Increased precipitation and nitrogen addition accelerate the temporal increase of soil respiration during eight-year old-field grassland succession

Cite this dataset

Zhang, Jiajia et al. (2022). Increased precipitation and nitrogen addition accelerate the temporal increase of soil respiration during eight-year old-field grassland succession [Dataset]. Dryad. https://doi.org/10.5061/dryad.mgqnk991r

Abstract

Ecological succession after disturbance plays a vital role in influencing ecosystem structure and functioning. However, how global change factors regulate ecosystem carbon (C) cycling in successional plant communities remains largely elusive. As part of an eight-year (2012-2019) manipulative experiment, this study was designed to examine the responses of soil respiration and its heterotrophic component to simulated increases in precipitation and atmospheric nitrogen (N) deposition in an old-field grassland undergoing secondary succession. Over the eight-year experimental period, increased precipitation stimulated soil respiration by 11.6%, but did not affect soil heterotrophic respiration. Nitrogen addition increased both soil respiration (5.1%) and heterotrophic respiration (6.2%). Soil respiration and heterotrophic respiration linearly increased with time in the control plots, resulting from changes in soil moisture and shifts of plant community composition from grass-forb codominance to grass dominance in this old-field grassland. Compared to the control, increased precipitation significantly strengthened the temporal increase of soil respiration through stimulating belowground net primary productivity.

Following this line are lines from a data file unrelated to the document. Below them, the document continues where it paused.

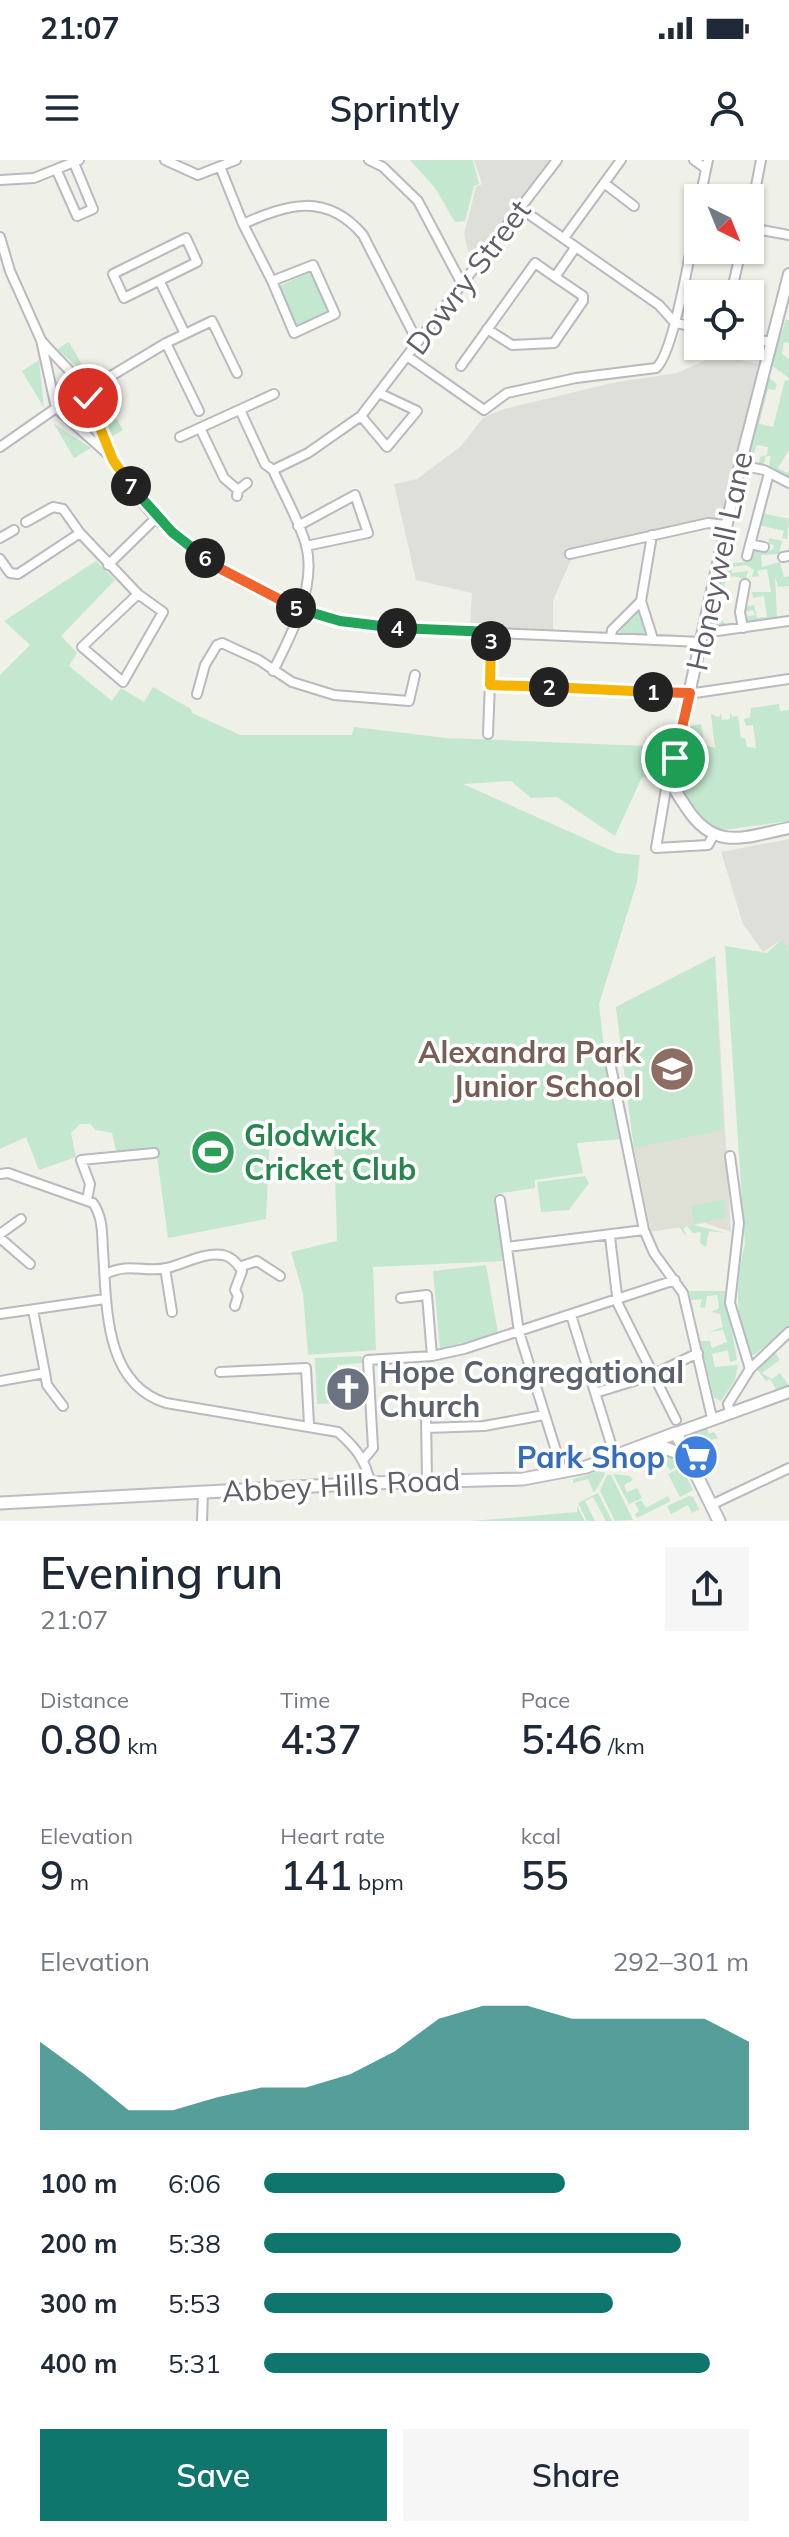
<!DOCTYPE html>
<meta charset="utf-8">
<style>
:root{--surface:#fff;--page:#f6f6f7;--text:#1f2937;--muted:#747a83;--accent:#0f766e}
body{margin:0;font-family:Mulish,sans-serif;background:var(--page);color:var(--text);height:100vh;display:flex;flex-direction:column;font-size:30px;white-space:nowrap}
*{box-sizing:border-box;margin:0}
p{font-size:26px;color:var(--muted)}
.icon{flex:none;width:44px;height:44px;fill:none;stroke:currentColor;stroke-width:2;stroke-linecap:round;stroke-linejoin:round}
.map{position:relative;height:1361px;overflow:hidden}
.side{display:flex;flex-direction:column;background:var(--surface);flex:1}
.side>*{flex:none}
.needle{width:52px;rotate:137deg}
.tools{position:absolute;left:684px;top:24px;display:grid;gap:16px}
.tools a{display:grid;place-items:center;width:80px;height:80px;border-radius:0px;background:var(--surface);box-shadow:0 2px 6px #0004;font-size:40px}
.pin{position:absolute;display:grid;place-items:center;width:68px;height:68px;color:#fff;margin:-34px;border:4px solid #fff;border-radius:50%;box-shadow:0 2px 8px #0007}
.km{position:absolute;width:40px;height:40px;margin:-20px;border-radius:50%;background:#222;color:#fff;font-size:22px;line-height:40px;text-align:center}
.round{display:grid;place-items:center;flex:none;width:84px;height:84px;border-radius:0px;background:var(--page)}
.head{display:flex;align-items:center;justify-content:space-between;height:136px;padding:0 40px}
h1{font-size:44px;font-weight:600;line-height:60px}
.metrics{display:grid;grid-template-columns:repeat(3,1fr);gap:12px;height:136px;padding:8px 40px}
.metrics div{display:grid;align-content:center}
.metrics b{font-size:40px;font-weight:600}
.metrics small{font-size:22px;font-weight:400}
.metrics p{font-size:22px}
.chart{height:224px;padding:16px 40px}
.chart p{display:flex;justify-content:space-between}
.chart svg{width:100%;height:144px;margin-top:8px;fill:var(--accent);opacity:.7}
.cta{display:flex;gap:16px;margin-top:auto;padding:16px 40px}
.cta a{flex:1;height:92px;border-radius:0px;background:var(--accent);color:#fff;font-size:32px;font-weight:600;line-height:92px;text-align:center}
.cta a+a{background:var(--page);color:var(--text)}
ul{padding:0 40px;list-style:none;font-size:26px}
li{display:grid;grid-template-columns:128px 96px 1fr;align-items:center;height:60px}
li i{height:20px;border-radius:10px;background:var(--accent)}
.status{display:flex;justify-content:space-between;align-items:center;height:56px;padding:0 40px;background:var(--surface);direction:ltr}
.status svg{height:22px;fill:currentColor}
header{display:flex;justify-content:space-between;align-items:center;height:104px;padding:0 40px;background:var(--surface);font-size:36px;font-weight:600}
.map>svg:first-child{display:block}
.industrial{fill:#dfdfd9}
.education{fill:#dfe0d5}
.green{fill:#c4e7d0}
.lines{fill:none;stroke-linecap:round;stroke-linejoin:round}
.minor-casing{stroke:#b9b9c0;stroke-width:12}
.tertiary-casing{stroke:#b9b9c0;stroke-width:14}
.secondary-casing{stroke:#bcbcc4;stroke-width:15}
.minor{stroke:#fff;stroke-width:8}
.tertiary{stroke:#fff;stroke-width:10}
.secondary{stroke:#fff;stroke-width:11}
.split-1-casing{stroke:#fff;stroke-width:16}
.split-2-casing{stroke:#fff;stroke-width:16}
.split-3-casing{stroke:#fff;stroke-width:16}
.split-4-casing{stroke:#fff;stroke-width:16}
.split-5-casing{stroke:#fff;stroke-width:16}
.split-6-casing{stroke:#fff;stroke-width:16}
.split-7-casing{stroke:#fff;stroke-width:16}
.split-8-casing{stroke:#fff;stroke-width:16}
.split-1{stroke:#f0652b;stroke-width:10}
.split-2{stroke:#f5b400;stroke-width:10}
.split-3{stroke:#f5b400;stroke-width:10}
.split-4{stroke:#22a559;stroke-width:10}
.split-5{stroke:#22a559;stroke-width:10}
.split-6{stroke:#f0652b;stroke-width:10}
.split-7{stroke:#22a559;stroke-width:10}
.split-8{stroke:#f5b400;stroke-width:10}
.labels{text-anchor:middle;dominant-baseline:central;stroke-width:7;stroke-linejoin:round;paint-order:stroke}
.street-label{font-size:30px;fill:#5e5f67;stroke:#fff}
.education-label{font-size:30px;font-weight:bold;fill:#785e54;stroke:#fff;text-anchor:end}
.leisure-label{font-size:30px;font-weight:bold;fill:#27864d;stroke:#fff;text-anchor:start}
.worship-label{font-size:30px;font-weight:bold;fill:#5b616d;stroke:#fff;text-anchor:start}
.shop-label{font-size:30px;font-weight:bold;fill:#366cbe;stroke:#fff;text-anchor:end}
</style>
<div class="status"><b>21:07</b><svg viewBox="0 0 49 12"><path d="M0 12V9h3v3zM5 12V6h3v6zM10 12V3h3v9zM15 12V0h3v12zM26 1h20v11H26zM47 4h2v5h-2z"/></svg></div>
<header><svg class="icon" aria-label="menu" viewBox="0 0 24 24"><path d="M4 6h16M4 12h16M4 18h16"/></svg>Sprintly<svg class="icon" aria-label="person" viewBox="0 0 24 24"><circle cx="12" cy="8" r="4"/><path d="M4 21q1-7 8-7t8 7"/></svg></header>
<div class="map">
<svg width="789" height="1361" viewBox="0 0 789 1361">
<rect width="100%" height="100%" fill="#eff0e7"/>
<path class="industrial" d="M474 0H550L471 103 464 74 476 27 482 24Z
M717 195 759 204 722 357 587 384 572 397 553 441V470L470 467 472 433 416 420 394 324 417 319 460 287 483 258 504 249 612 223 677 213Z
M789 679V788L781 780 763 792 743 764 721 692Z"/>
<path class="education" d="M715 796 731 1072 705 1063 651 1072 634 988 616 847Z"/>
<path class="green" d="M410 0H473L479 24 474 26 465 61 455 62 435 28Z
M311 112 329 152 297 166 279 126Z
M786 159 789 161V183L784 182 782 194 789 199V218L771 205Z
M69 182 89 217 57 189Z
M39 200 44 248 22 211Z
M768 217 777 224 775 230 768 229 759 264 773 267 785 220 789 221V290L778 308 787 313 789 310V318L769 306 771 296H766L764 304 759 303 760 297 767 295 768 287 757 285 750 302 748 298Z
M60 241a12 12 0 1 1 24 0a12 12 0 1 1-24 0Z
M102 235 123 270 111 277Z
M54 264 91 288 74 298Z
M762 353 789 359 787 379 782 378 784 371 759 365Z
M769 378 782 381 779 394 761 395 762 407 780 402 784 417 789 416V426L778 427 775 416 777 458 746 461 745 457 755 455 753 450 744 452 745 447 754 445 757 458 767 457 764 436 753 438 752 432H771L767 409 757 411 759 416 752 417 754 410 746 405 732 407V413L748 411 745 419 733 416 724 424 728 436 719 438 718 443 725 447 716 456 726 464 736 463 710 468 725 404 751 401 755 390 766 392 773 389 774 385 768 384Z
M96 401 115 420 61 476 77 493 69 506 112 541 121 528 144 542 153 527 191 549 192 553 240 575H352L354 567 446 578 672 587 665 620 642 617 615 676 557 637 531 638 511 621 463 624 617 693 640 695 637 722 599 844 605 898 622 979 577 983 583 1013 535 1020V1028L496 1034 503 1101 373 1107 376 1190 308 1195 303 1133 291 1092 337 1081 334 978 270 976 266 1059 168 1078 156 989 117 995 112 973 96 970 90 964H80L71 973 76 997 39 1010 26 977 0 989V515L30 485 4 461Z
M635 451 639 452 645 474 619 473Z
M779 544 780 551 789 550V661L723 670 708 665 689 642 677 615 690 563 691 566 701 564 705 585 715 588 711 554 719 557 721 553 722 560 730 559V551L732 557 738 556 741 578H745L747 587 756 588 753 565 746 566 744 559 750 557 751 548Z
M781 780 789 788V1167L754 1195H749C735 1153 735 1126 745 1084L725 786 767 793Z
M715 796 723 970 634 988 616 847Z
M585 1016 589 1023 569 1050 541 1052 537 1022Z
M724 1039 727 1057 695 1064 691 1046Z
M694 1065 726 1073 709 1071 706 1087 700 1083 701 1072 693 1073 687 1066 683 1069 687 1077 679 1067Z
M486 1105 498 1173 440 1189 433 1111Z
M689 1131H725L737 1200 730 1202 728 1190 712 1194 715 1207 738 1205 735 1220 721 1241 714 1238 700 1181H710L712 1188 727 1182 723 1170 709 1172 723 1167 720 1154 711 1152 719 1148 717 1135 707 1136 705 1148 700 1147 702 1139 691 1140Z
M774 1191 780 1200 762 1213 772 1219 780 1213 789 1226 773 1232 776 1229 770 1219 766 1221 757 1209Z
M362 1196V1203L337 1205 338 1243 317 1244 315 1198Z
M706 1266 709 1274 714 1272 718 1278 701 1283 699 1278 689 1284 696 1272Z
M668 1293 681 1305 670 1310 665 1303 648 1311 642 1300Z
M682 1307 693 1330 680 1337 668 1314Z
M603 1310 605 1314 594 1333 588 1319 573 1323V1319Z
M613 1314 630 1316 633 1320 624 1325 627 1332 637 1328 642 1338 629 1344Z
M607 1315H611L633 1360 615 1361 600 1331Z
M598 1333 612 1361H606L593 1337 585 1341 595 1361H587L578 1343Z
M668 1336 671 1341 637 1358 635 1354 639 1351 635 1343 641 1340 646 1348Z
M689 1336 693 1337 699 1349 692 1353 688 1345 671 1354 667 1346Z
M577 1346 585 1361H472L577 1352Z"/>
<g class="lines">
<g class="minor-casing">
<path id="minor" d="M165 0 198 15 236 0
M369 0 383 7 418 41 462 124
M694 0 705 8
M221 9 243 64 272 121 313 105 335 154 294 173 272 121
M57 11 77 56 93 49 74 3
M0 20 34 18 79 0
M604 23 634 46
M700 38 708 0
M520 48 659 145 675 163 698 167
M750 57 761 0
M243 64C288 44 326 32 363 75L414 175 419 179
M750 68 789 75
M0 77 10 111 41 180 56 248 110 296
M186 78 197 102 124 138 113 114Z
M564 78 621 0
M160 122 185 174
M731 134 741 90
M487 169 512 185 554 183 583 141V136L555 117
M750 178 771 182
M41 180C55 197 74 213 86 231 98 250 102 278 113 299 165 396 280 455 385 468L701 482
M166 183 199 251
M407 196 484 250 507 233 576 218 656 208C674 194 693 78 698 50
M461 206 535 103 555 117 575 88
M86 231 166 183 212 161 237 213
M55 238 63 225H79
M240 250 265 304 273 310C284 335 299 360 306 385 317 426 291 476 273 511
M361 256 387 287 417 251 379 233
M66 257 81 255 88 242
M200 268 224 318 238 330
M180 277 274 234
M0 287 56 248
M740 305 764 310 789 323
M273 310 308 293 361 256 557 0
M237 336 238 330 247 323
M298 366 355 335 368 373 306 386
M80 373 138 434 163 452 123 522 82 487 138 434
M652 375 641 441 653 479
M0 378 14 370
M750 384 764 387
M570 394 708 363 726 365
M747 396 769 313
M783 397 789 396
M0 399 10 413 18 414 80 373 63 349 53 347 26 362
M108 405 157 357
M743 468 740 452 745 424
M703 473 789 461
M611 477 612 470 641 441
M490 525 695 533 789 519
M197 534 205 505 217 485 222 483 259 500 292 522 334 535 409 541 415 515
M488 574 492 472
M672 624 666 629 656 688 708 685 713 676
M609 897 644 1070 654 1093 683 1133 712 1258
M730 996 739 1063 730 1143 750 1209
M0 1014 8 1013 93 1043C103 1057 102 1074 103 1091 107 1145 103 1223 166 1243L338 1272C355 1287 366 1300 370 1323
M87 1040 90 1024 81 1000 154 993
M500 1040 519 1172 563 1313
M0 1074 21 1059
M610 1077 618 1144 676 1260
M0 1078 30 1104
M507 1087 644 1070
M239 1107 257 1101 280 1116
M165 1108 172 1152
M105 1114C132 1102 142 1113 167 1108 185 1104 203 1092 223 1095 232 1097 238 1104 242 1111L235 1130 238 1136 235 1146
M401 1138 427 1135 432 1196
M0 1154 105 1139
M571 1155 615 1297
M220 1212 306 1208 309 1265
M45 1213 47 1225 63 1246
M0 1221 45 1213 33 1150
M595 1233 650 1216 698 1193
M730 1252 728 1244 750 1209 789 1172
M426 1256 427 1320
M426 1268 484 1266 544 1255
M363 1300 373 1288 368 1200 432 1196 464 1189 675 1120
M711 1345 789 1308
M202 1361 203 1332"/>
</g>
<g class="tertiary-casing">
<path id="tertiary" d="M789 114 740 305 670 619C674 630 680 638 686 647 715 692 744 677 789 668
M676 1273 789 1232"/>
</g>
<g class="secondary-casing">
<path id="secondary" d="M652 1283 686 1296
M0 1343 370 1323 523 1319 586 1307 676 1273 719 1361"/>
</g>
<use href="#minor" class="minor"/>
<use href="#tertiary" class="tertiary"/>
<use href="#secondary" class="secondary"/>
</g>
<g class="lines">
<g class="split-1-casing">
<path id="split-1" d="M653 532 690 533 675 598"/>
</g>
<g class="split-2-casing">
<path id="split-2" d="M549 527 653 532"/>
</g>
<g class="split-3-casing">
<path id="split-3" d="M491 481 490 525 549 527"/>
</g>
<g class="split-4-casing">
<path id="split-4" d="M397 468 492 472 491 481"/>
</g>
<g class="split-5-casing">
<path id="split-5" d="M296 448 340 461 397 468"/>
</g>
<g class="split-6-casing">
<path id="split-6" d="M205 398 221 409 296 448"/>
</g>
<g class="split-7-casing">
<path id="split-7" d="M131 326 172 372 205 398"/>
</g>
<g class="split-8-casing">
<path id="split-8" d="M88 238 113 300 131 326"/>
</g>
<use href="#split-1" class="split-1"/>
<use href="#split-2" class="split-2"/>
<use href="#split-3" class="split-3"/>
<use href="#split-4" class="split-4"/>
<use href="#split-5" class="split-5"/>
<use href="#split-6" class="split-6"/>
<use href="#split-7" class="split-7"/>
<use href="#split-8" class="split-8"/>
</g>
<defs>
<g id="school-disc" transform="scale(2.3)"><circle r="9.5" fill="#8d6e63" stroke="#fff"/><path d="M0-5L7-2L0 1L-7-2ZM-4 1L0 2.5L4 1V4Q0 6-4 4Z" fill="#fff"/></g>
<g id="stadium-disc" transform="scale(2.3)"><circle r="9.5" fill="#2e9e5b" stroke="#fff"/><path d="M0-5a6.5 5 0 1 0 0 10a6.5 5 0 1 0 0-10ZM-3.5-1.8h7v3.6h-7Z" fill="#fff"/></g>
<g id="church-disc" transform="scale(2.3)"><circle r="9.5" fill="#6b7280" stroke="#fff"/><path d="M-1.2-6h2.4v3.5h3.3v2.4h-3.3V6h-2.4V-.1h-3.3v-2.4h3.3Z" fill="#fff"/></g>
<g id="supermarket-disc" transform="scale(2.3)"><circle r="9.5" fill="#3f7fe0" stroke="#fff"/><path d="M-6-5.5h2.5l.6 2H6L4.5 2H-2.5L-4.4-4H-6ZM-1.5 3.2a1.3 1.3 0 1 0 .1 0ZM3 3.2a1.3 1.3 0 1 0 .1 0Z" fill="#fff"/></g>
</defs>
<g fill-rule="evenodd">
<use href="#school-disc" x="672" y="909"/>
<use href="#stadium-disc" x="213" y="992"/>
<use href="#church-disc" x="348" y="1229"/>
<use href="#supermarket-disc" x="696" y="1297"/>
</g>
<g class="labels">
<g class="street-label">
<text transform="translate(468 117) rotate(-53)">Dowry Street</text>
<text transform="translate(719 401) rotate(-78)">Honeywell Lane</text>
<text transform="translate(341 1325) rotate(-3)">Abbey Hills Road</text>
</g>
<g class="education-label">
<text x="641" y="892">Alexandra Park<tspan x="641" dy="34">Junior School</tspan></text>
</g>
<g class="leisure-label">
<text x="244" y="975">Glodwick<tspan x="244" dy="34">Cricket Club</tspan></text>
</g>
<g class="worship-label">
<text x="379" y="1212">Hope Congregational<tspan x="379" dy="34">Church</tspan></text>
</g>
<g class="shop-label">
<text x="665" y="1297">Park Shop</text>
</g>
</g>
</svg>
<div class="tools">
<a><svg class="needle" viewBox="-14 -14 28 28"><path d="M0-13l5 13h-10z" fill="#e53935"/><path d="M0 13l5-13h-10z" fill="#747a83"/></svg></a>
<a><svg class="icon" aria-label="locate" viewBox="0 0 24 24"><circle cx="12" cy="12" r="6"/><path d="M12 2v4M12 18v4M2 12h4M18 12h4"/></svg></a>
</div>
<div class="pin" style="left:675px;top:598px;background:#1e9e55"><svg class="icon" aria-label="arrive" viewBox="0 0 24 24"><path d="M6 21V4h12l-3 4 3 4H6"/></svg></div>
<div class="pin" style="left:88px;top:238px;background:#d93025"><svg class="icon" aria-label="check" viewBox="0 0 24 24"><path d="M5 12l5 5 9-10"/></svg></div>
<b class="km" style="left:653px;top:532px">1</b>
<b class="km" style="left:549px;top:527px">2</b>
<b class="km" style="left:491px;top:481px">3</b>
<b class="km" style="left:397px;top:468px">4</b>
<b class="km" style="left:296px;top:448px">5</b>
<b class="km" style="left:205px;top:398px">6</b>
<b class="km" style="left:131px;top:326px">7</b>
</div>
<section class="side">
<div class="head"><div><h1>Evening run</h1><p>21:07</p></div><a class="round"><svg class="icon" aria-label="share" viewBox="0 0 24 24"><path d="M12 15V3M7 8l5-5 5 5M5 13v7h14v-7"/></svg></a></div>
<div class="metrics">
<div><p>Distance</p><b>0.80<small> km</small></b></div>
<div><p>Time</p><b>4:37</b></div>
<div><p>Pace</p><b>5:46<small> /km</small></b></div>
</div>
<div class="metrics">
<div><p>Elevation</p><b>9<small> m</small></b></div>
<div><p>Heart rate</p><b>141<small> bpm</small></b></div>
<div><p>kcal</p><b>55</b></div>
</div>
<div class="chart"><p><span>Elevation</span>292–301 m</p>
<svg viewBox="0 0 160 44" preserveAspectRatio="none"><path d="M0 44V17L10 27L20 38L30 38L40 34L50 31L60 31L70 27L80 20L90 10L100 6L110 6L120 10L130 10L140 10L150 10L160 17V44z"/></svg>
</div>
<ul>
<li><b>100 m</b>6:06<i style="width:62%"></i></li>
<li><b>200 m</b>5:38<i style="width:86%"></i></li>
<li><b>300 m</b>5:53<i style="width:72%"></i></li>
<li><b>400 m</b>5:31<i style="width:92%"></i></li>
</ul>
<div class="cta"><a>Save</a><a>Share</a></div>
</section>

By contrast, N addition accelerated temporal increases of both soil respiration and its heterotrophic component by driving plant community shifts and thus stimulating soil organic C. Our findings indicate that increases in water and N availabilities may accelerate soil C release during old-field grassland succession and reduce their potential positive impacts on soil C accumulation under future climate change scenarios.